- _DATASET ENTRIES_:
____

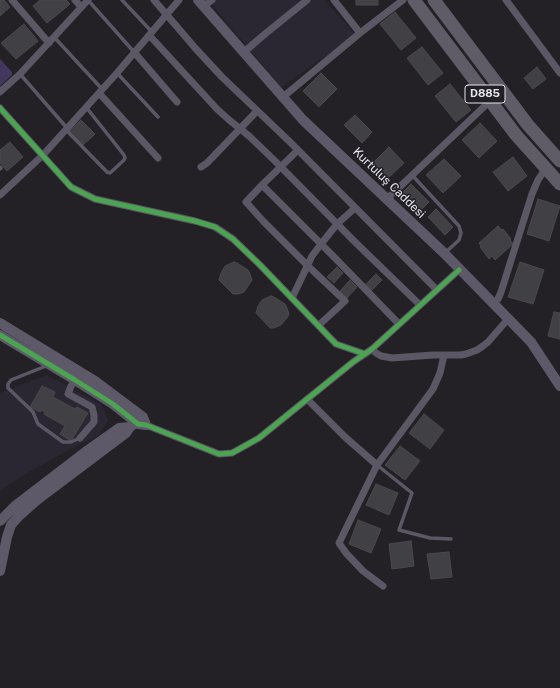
<!DOCTYPE html>
<html>
<head>
<meta charset="utf-8">
<style>
	body { margin:0 }
	canvas { display:block; background:#232126 }
</style>
</head>
<body>
<canvas width="560" height="688"></canvas>
<script>
const context = document.querySelector('canvas').getContext('2d');
context.lineJoin = 'round';
function fill(path, color) { context.fillStyle = color; context.fill(path, 'evenodd'); }
const shape = rows => new Path2D(rows.map(r => 'M' + r).join(''));
function stroke(path, color, width, dash) { context.strokeStyle = color; context.lineWidth = width; context.lineCap = dash ? 'butt' : 'round'; context.setLineDash(dash || []); context.stroke(path); }
function drawText(font, color, halo, rows, align = 'center') {
  context.font = font + ' "Public Sans",sans-serif'; context.lineWidth = 3; context.setLineDash([]); context.textBaseline = 'middle'; context.strokeStyle = halo; context.fillStyle = color; for (const [text, x, y, turn = 0] of rows) {
    context.save(); context.translate(x, y); context.rotate((+turn || 0) * Math.PI / 180); context.textAlign = isNaN(turn) ? turn : align; if (halo) context.strokeText(text, 0, 0); context.fillText(text, 0, 0); context.restore();
  }
}
fill(shape([
	[208,0,324,0,356,35,281,87],
	[47,375,102,405,108,421,98,436,70,449,15,480,0,491,0,393]
]), '#2a2733');
fill(shape([
	[0,59,12,72,12,75,0,86]
]), '#44375d');
const building = shape([
	[0,0,4,0,10,7,0,16,0,0],
	[40,0,66,0,70,4,47,23,33,6,40,0],
	[356,0,378,0,378,5,356,5,356,0],
	[395,12,416,38,401,50,380,24,395,12],
	[24,24,38,41,16,59,1,43,24,24],
	[422,47,443,73,428,85,407,58,422,47],
	[537,67,546,79,533,89,524,78,537,67],
	[321,73,337,89,319,107,303,91,321,73],
	[450,84,471,110,456,122,435,96,450,84],
	[355,115,372,132,362,143,344,125,355,115],
	[81,120,95,134,83,145,69,131,81,120],
	[480,123,497,141,479,158,462,140,480,123],
	[10,142,23,157,7,171,0,163,0,150,10,142],
	[389,147,404,163,385,181,370,166,389,147],
	[513,157,527,176,508,191,493,172,513,157],
	[444,159,461,176,443,193,426,175,444,159],
	[411,184,429,202,421,210,403,192,411,184],
	[538,199,560,206,549,241,527,234,538,199],
	[436,209,453,227,445,235,428,217,436,209],
	[498,226,502,230,503,229,511,239,510,240,513,244,495,260,492,256,489,259,480,247,481,246,479,243,498,226],
	[234,262,237,263,248,270,250,274,252,280,244,292,238,294,233,294,219,280,221,273,225,266,234,262],
	[520,262,544,270,533,304,508,297,520,262],
	[337,267,343,273,334,283,327,277,337,267],
	[376,274,382,280,371,291,365,285,376,274],
	[350,280,357,287,347,298,340,291,350,280],
	[271,296,274,297,285,304,287,308,289,314,287,318,281,325,274,328,270,328,256,313,258,306,262,300,271,296],
	[554,312,560,313,560,339,548,336,554,312],
	[42,386,55,392,53,397,75,409,77,407,88,413,71,441,60,434,65,426,44,414,45,412,41,410,40,412,30,407,42,386],
	[424,414,444,430,430,449,409,433,424,414],
	[400,446,420,461,405,480,385,465,400,446],
	[376,484,398,493,389,515,366,505,376,484],
	[358,520,381,529,371,553,349,544,358,520],
	[411,541,414,566,392,569,389,544,411,541],
	[449,552,452,577,431,579,427,554,449,552]
]);
fill(building, '#414044');
stroke(building, '#4a484c', 1);
stroke(shape([
	[88,0,134,52],
	[122,0,152,32],
	[54,37,102,89],
	[117,73,158,117],
	[20,74,67,128],
	[66,130,107,172,110,173,124,160,125,158,124,155,86,107],
	[0,167,1,168,0,169],
	[412,175,459,226,461,233,459,240,445,253],
	[46,366,11,380,8,384,8,388,33,412,38,424,63,442,71,442,80,438],
	[377,465,412,493,399,530,430,538,451,539]
]), '#5b5765', 3.5);
stroke(shape([
	[12,0,49,43],
	[75,0,81,7],
	[154,0,196,49,222,77,290,142,437,290],
	[334,0,360,33],
	[506,0,560,73],
	[204,6,212,0],
	[149,35,217,109,228,119,249,136,274,160,354,241,420,305],
	[134,52,177,102],
	[244,52,265,34,307,0],
	[0,92,20,74,88,0],
	[99,93,158,158],
	[283,97,360,33,403,0],
	[0,108,71,187,95,199,195,221,215,227,233,239,260,265,336,344,365,354],
	[298,150,262,185,246,202,263,221,308,266,345,301,319,325],
	[201,167,207,163,257,111],
	[262,185,336,259,399,324],
	[0,195,43,155,117,73,179,0],
	[387,199,490,101],
	[292,298,312,256,321,244,337,224,355,208],
	[493,305,498,299,501,292,532,194,538,180,546,168],
	[372,349,376,353,381,356,392,358,433,355,461,355,466,354,477,350,483,346,488,342,508,319],
	[75,380,71,386,68,394,92,407,94,415,94,422,80,438],
	[307,399,345,437,377,465],
	[146,425,219,454,232,453,259,438,353,362,372,349,459,270],
	[383,586,363,571,346,553,339,543,377,465,433,389,440,373,444,355]
]), '#5b5765', 7);
stroke(shape([
	[198,0,303,120,444,253,531,342,560,386],
	[0,323,95,381,143,417,146,425,138,424,113,404,75,380,0,335],
	[0,521,15,506,88,450,119,428,130,427],
	[0,571,7,537,11,525,19,516,37,500,126,433,130,427,139,420]
]), '#5e5968', 10);
stroke(shape([
	[414,0,516,135,560,184],
	[434,0,528,125,560,161]
]), '#5f5c67', 13);
stroke(shape([
	[0,108,71,187,95,199,195,221,215,227,233,239,260,265,336,344,365,354],
	[0,335,75,380,113,404,138,424,146,425,219,454,232,453,259,438,353,362,372,349,459,270]
]), '#4ca352', 5);
for (const [x, y, w] of [
	[485,94,40]
]) { const box = new Path2D(); box.roundRect(x - w / 2, y - 9, w, 18, 3); context.fillStyle = '#222027'; context.fill(box); stroke(box, '#e5e4e9', 1); }
drawText('bold 11px', '#e5e4e9', null, [
	["D885",485,94]
]);
drawText('12px', '#e5e4e9', '#222027', [
	["Kurtuluş Caddesi",389,183,44]
]);
</script>
</body>
</html>
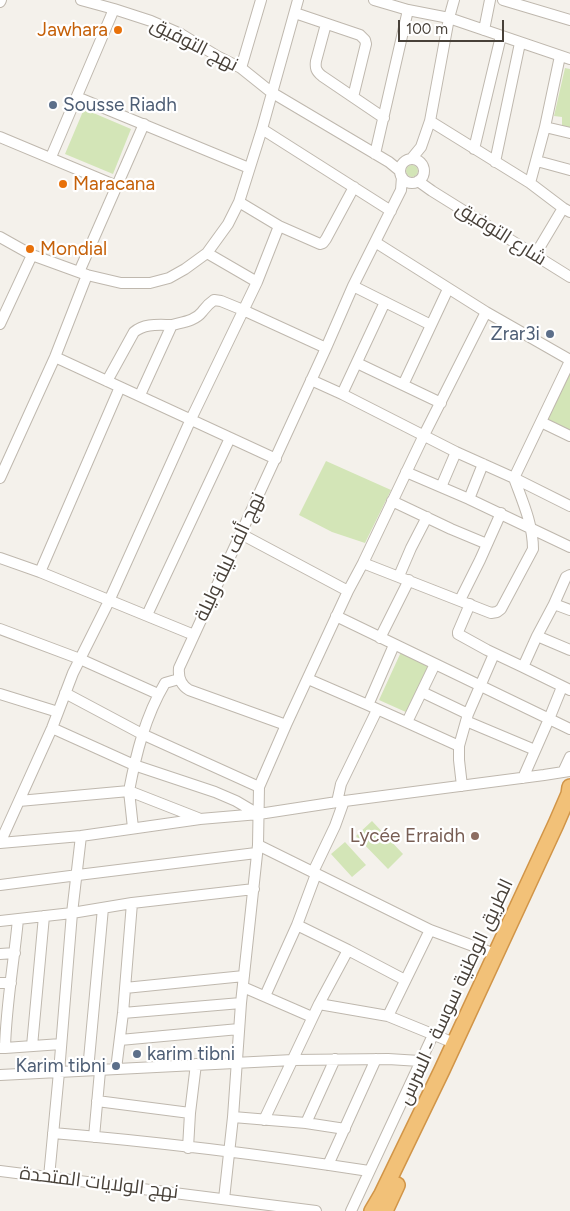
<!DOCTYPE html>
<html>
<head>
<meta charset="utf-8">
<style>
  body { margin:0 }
  #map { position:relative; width:570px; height:1211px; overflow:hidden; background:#f4f1eb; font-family:Figtree,sans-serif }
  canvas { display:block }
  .scale { position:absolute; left:398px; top:20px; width:106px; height:22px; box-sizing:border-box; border:2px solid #484139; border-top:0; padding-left:6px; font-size:15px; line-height:18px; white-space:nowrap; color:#484139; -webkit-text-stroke:4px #fff; paint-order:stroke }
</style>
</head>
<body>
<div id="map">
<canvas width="570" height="1211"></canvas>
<div class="scale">100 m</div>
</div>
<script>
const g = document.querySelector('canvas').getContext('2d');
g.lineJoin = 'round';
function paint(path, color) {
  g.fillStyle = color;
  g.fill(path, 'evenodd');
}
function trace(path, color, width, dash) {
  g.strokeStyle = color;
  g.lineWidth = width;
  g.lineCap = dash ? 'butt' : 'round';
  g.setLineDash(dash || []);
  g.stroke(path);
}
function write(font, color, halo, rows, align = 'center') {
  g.font = font + ' Figtree,Cairo,sans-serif';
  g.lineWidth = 4.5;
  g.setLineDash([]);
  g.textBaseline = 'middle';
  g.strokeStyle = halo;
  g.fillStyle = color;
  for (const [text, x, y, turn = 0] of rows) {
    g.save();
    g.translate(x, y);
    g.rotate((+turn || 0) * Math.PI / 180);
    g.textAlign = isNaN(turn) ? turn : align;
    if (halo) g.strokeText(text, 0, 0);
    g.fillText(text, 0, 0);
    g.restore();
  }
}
paint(new Path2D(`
  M565 68 570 69V129L562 127V117L554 116Z
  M84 109 131 129 113 174 65 154Z
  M406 171a6 6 0 1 1 12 0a6 6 0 1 1-12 0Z
  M570 371V433L545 421Z
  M326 461 391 490 365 543 332 532 299 515Z
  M401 652 430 665 408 713 379 700Z
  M372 821 403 854 388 869 356 836Z
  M345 842 366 865 352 877 331 854Z`), '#d3e5b7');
const minor = new Path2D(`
  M81 0 114 9 151 21 181 34 217 56 241 68 271 92 389 162 400 171
  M374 0 408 10 449 18 570 59
  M503 0 570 20
  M0 2 1 0
  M295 13 360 35 365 40 366 44 353 97
  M326 24 316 61C315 68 316 71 322 76L384 118
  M484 30 490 0
  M241 68 261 0
  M77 97 249 168
  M430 121 530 183 563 208 570 212
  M545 127 570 133
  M262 129 391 211
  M0 137 117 186
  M474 149 501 36
  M375 154 408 10
  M51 157 114 9
  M412 158 421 147 430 121 449 18 454 0
  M400 171a12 12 0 1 1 24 0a12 12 0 1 1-24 0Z
  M537 161 570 170
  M495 162 520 43
  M402 177 401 190 375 242 486 312 570 360
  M418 181 432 191 570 277
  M530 183 545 127 560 56
  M239 202 279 226 320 244 323 243 326 239 354 187
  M0 237 32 255 87 275 121 283H150L169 278 185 269 207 253 228 224 239 202 262 129 298 0
  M207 253 257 282
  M535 255 563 208
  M79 272 144 124
  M353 286 431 325
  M0 324 32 255
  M55 357 276 459
  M357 363 441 403
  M311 380 342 394 456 452 514 478 570 506
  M107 381 134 332C145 323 159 325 172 325
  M403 385 448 289
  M342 394 385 302
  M140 395 172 325C183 322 195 321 202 312 206 307 208 304 214 300L221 301 243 310 326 348
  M541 422 570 436
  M456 452 441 487 469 499 570 547
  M406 472 441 487
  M0 478 55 357 87 275
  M469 499 483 464
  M392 501 451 529 487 544
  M241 534 348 591
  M0 558 40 572 194 635
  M363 563 491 613 497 612 501 609 533 549C533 524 522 500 514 478L570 361
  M40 572 120 387
  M399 576 411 548 427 517
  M460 600 480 560 501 513
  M470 604 458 632V634L487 650 523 667
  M554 604 566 577 570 575
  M570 610 554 604 537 636 523 667 570 690
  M147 615 230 438
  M336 616 570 729
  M0 629 80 659 158 694
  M537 636 570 650
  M380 638 409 580
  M394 645 368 705 406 722 408 720 435 664
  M179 679 165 683C145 717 136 754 129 791L198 818
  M308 679 368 705
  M422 692 468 714
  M65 693 142 734 259 787
  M0 694 58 712
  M466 721 535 750
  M406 722 459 746
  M286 725 348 591 363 563 424 435 486 312
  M52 728 134 765 215 792 236 801 258 814
  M563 772 570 757
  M523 778 549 719 562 687
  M462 786 459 760V746L468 714 494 654
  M19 801 129 791 133 828
  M337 802 341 784 377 710
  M0 843 52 728 73 673 109 601 191 419 257 282 279 226
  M0 843 81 836 200 819 259 814 337 802 544 775 570 771
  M258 845 430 930 495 954
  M313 872 335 826 344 801
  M316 874 297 925 348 950 319 1004
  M0 885 78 875 256 853
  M0 921 72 913 132 903 254 889
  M348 950 405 980
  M0 954 15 953
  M0 983H11
  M243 987 312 1017
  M125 988 244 976
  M265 996 297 925
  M123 1013 241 1003
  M388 1016 430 930
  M120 1040 239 1029
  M32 1046 44 916
  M0 1048H5C6 1005 14 962 18 919
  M5 1048 61 1044
  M116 1069 123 1013 132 903
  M88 1070 103 908
  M0 1075 293 1060 388 1059 420 1061
  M97 1101 190 1113
  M233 1117 306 1123 345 1129
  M264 1120 319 1004 388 1016 454 1043
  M306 1123 335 1059
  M53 1133C159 1142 265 1155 369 1171
  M94 1137 100 1071
  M188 1148 190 1113 196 1064
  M328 1165 376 1059
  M0 1171 316 1211
  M49 1177 59 1072 72 913 81 836
  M224 1199 233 1117 241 1003 258 845 259 787 286 725 189 690C181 685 178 678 179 668L326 348 353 286 375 242
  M351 1211 433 1035`);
const highway = new Path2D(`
  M372 1211 382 1194 442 1070 556 824 569 794 570 787
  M385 1211 397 1185`);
trace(minor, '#bfb8ae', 12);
trace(highway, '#d19548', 18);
trace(minor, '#fff', 10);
trace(highway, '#f2c178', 15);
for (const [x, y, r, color] of [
  [118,30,5,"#e8710a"],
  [53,105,5,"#5c6f8a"],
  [63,184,5,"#e8710a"],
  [30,249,5,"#e8710a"],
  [550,334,5,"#5c6f8a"],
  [475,836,5,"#8d6e63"],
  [137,1054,5,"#5c6f8a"],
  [116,1066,5,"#5c6f8a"]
]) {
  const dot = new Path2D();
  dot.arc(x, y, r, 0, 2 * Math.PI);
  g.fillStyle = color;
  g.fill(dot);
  trace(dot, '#fff', 2);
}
write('19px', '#c56008', '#fff', [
  ["Jawhara",108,30,"right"],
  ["Maracana",73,184],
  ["Mondial",40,249]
], 'left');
write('19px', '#484139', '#fff', [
  ["نهج التوفيق",194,45,27],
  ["شارع التوفيق",501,234,32],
  ["نهج ألف ليلة وليلة",230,557,-65],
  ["الطريق الوطنية سوسة - السرس",456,992,-65],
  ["نهج الولايات المتحدة",99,1183,7]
]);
write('19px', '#4e5e75', '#fff', [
  ["Sousse Riadh",63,105],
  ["Zrar3i",540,334,"right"],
  ["karim tibni",147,1054],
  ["Karim tibni",106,1066,"right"]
], 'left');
write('19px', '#785e54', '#fff', [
  ["Lycée Erraidh",465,836]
], 'right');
</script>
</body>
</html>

____

- _WORK REQUIRED_: Output the lines of the records above exactly as they appear, from the line containing "g.setLineDash(dash || []);" through the line containing "g.strokeStyle = halo;".

- _TASK SOLUTION_:
  g.setLineDash(dash || []);
  g.stroke(path);
}
function write(font, color, halo, rows, align = 'center') {
  g.font = font + ' Figtree,Cairo,sans-serif';
  g.lineWidth = 4.5;
  g.setLineDash([]);
  g.textBaseline = 'middle';
  g.strokeStyle = halo;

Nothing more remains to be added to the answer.